Преса

Преса

Михаил Резникович: "Мне труднее, чем Табакову"

Русская драма сегодня открывает очередной сезон спектаклем "Тойбеле и ее демон". Это же название появится и в афише во время московских гастролей театра. "Леся Украинка" представит на суд москвичей также "Месть по-итальянски", "Ревизора", "Госпожу министершу", "Настоящего мужчину..." и "Каменного властелина" - эту премьеру первыми увидят не киевляне, а москвичи.
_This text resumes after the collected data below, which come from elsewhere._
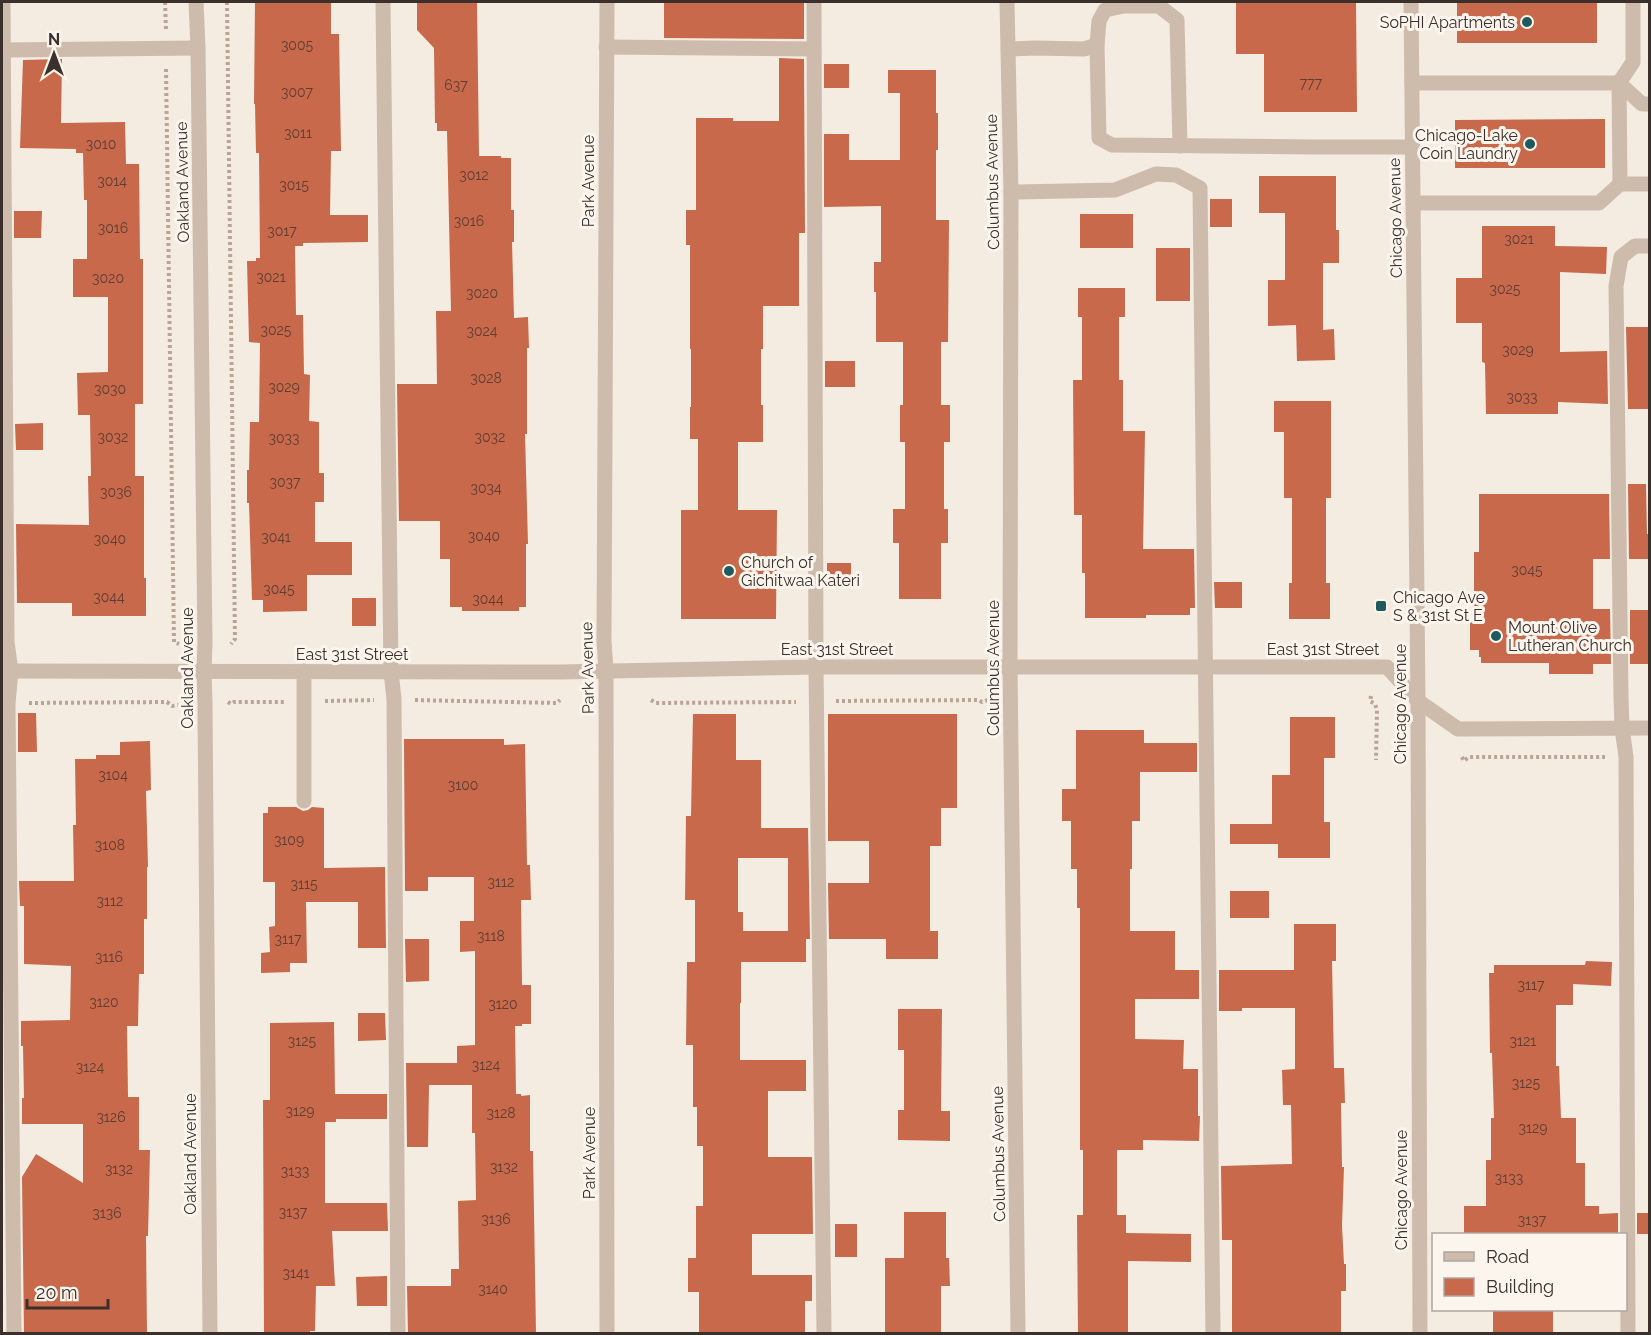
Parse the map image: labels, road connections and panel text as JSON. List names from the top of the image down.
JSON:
{
  "streets": {
    "street": [
      "Park Avenue",
      "Oakland Avenue",
      "Columbus Avenue",
      "Chicago Avenue",
      "East 31st Street"
    ]
  },
  "crossings": [
    ["Park Avenue", "East 31st Street"],
    ["Oakland Avenue", "East 31st Street"],
    ["Columbus Avenue", "East 31st Street"],
    ["Chicago Avenue", "East 31st Street"]
  ],
  "places": {
    "other": [
      "SoPHI Apartments",
      "Chicago-Lake Coin Laundry",
      "Church of Gichitwaa Kateri",
      "Mount Olive Lutheran Church"
    ],
    "transit": ["Chicago Ave S & 31st St E"]
  },
  "house_numbers": [
    "3005",
    "777",
    "637",
    "3007",
    "3011",
    "3010",
    "3012",
    "3014",
    "3015",
    "3016",
    "3016",
    "3017",
    "3021",
    "3021",
    "3020",
    "3025",
    "3020",
    "3025",
    "3024",
    "3029",
    "3028",
    "3029",
    "3030",
    "3033",
    "3032",
    "3032",
    "3033",
    "3037",
    "3034",
    "3036",
    "3040",
    "3041",
    "3040",
    "3045",
    "3045",
    "3044",
    "3044",
    "3104",
    "3100",
    "3109",
    "3108",
    "3112",
    "3115",
    "3112",
    "3118",
    "3117",
    "3116",
    "3117",
    "3120",
    "3120",
    "3125",
    "3121",
    "3124",
    "3124",
    "3125",
    "3129",
    "3128",
    "3126",
    "3129",
    "3132",
    "3132",
    "3133",
    "3133",
    "3137",
    "3136",
    "3136",
    "3137",
    "3141",
    "3140"
  ],
  "legend": ["Road", "Building"],
  "scale_bar": "20 m",
  "north": "top"
}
<О чем угодно, только не о Роговцевой>. Сам себе даю установку накануне беседы. Поскольку сил уже нет слушать, как телеинтервьюеры <допрашивают> каждый раз: <А почему она ушла? А почему вы ее отпустили?..> Он, конечно, вынужденно отвечает. Хотя за это время много изменилось в жизни каждого. Обоз новых проблем тяжелым грузом лег как на плечи знаменитой актрисы, так и печать лет усталости просматривается на челе режиссера, который утром и вечером репетирует, параллельно готовит сложные гастроли в Москве. А еще институт, а еще тяжелейшее театральное хозяйство. Сегодня Резникович в переносном смысле <болен> Лесей Украинкой. Часами может говорить только о <Каменном властелине>...
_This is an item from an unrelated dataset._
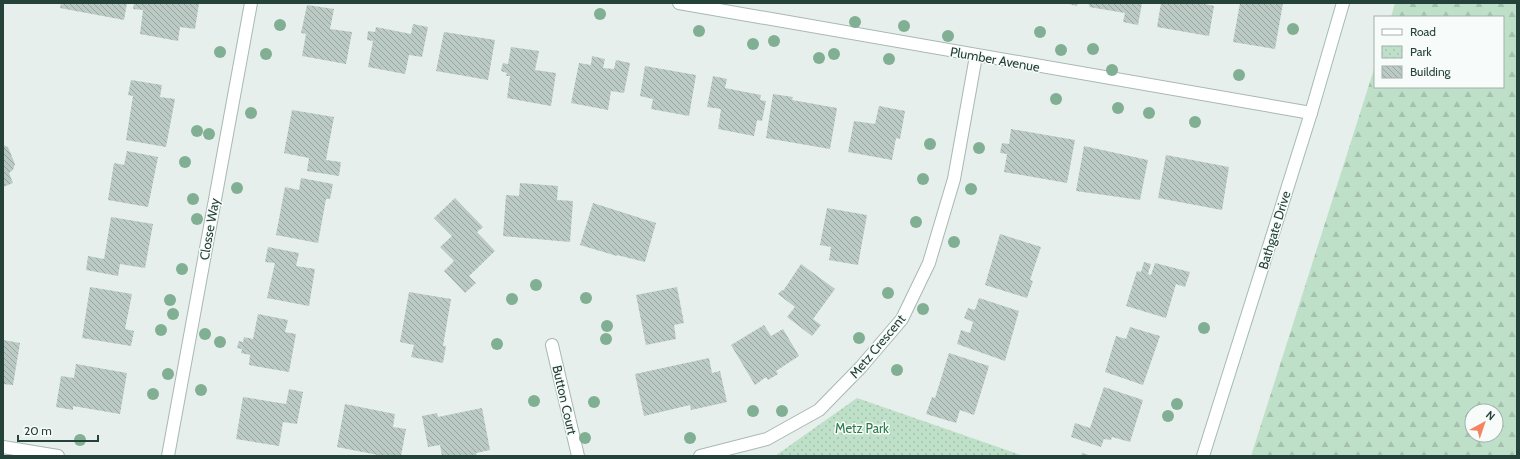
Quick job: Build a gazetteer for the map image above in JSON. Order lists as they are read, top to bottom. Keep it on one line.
{"streets":{"street":["Plumber Avenue","Closse Way","Bathgate Drive","Metz Crescent","Button Court"]},"crossings":[["Plumber Avenue","Bathgate Drive"],["Plumber Avenue","Metz Crescent"]],"parks":["Metz Park"],"legend":["Road","Park","Building"],"scale_bar":"20 m","north":"top right"}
- Михаил Юрьевич, во-первых, поздравляю с открытием сезона. А во-вторых, рискну спросить о тяжести шапки Мономаха. Репетируете Лесю Украинку - высокое. А рядом уйма текущих экономических театральных проблем - как бы низкое.

- Сейчас самый ответственный момент - наши гастроли в Москве. Это очень серьезные гастроли. В Москве мы впервые покажем <Каменного властелина>. Причем две недели не будет репетиций спектакля... В Вахтанговском театре - мало того что другая площадка, другая акустика. Волнуюсь, как впишется в контекст вахтанговцев замечательная сценографическая <партитура> Марии Сергеевны Левитской. Московские гастро-ли - вообще экстремальная ситуация: монтировка, прогон, спектакль... Бешеный ритм. Каждое свое название играем только один вечер. А <Каменный властелин> - вообще одна из самых сложных постановок для меня. Наряду с <Отелло>, <Бесприданницей>, <Игроком>... Классический спектакль требует невероятных затрат как физических, так и внутренних духовных и смысловых. Правда, актеры наши работают одержимо, и москвичам придется первым оценить эту работу. Потому что премьеру <Каменного властелина> в Киеве мы покажем только 9 ноября.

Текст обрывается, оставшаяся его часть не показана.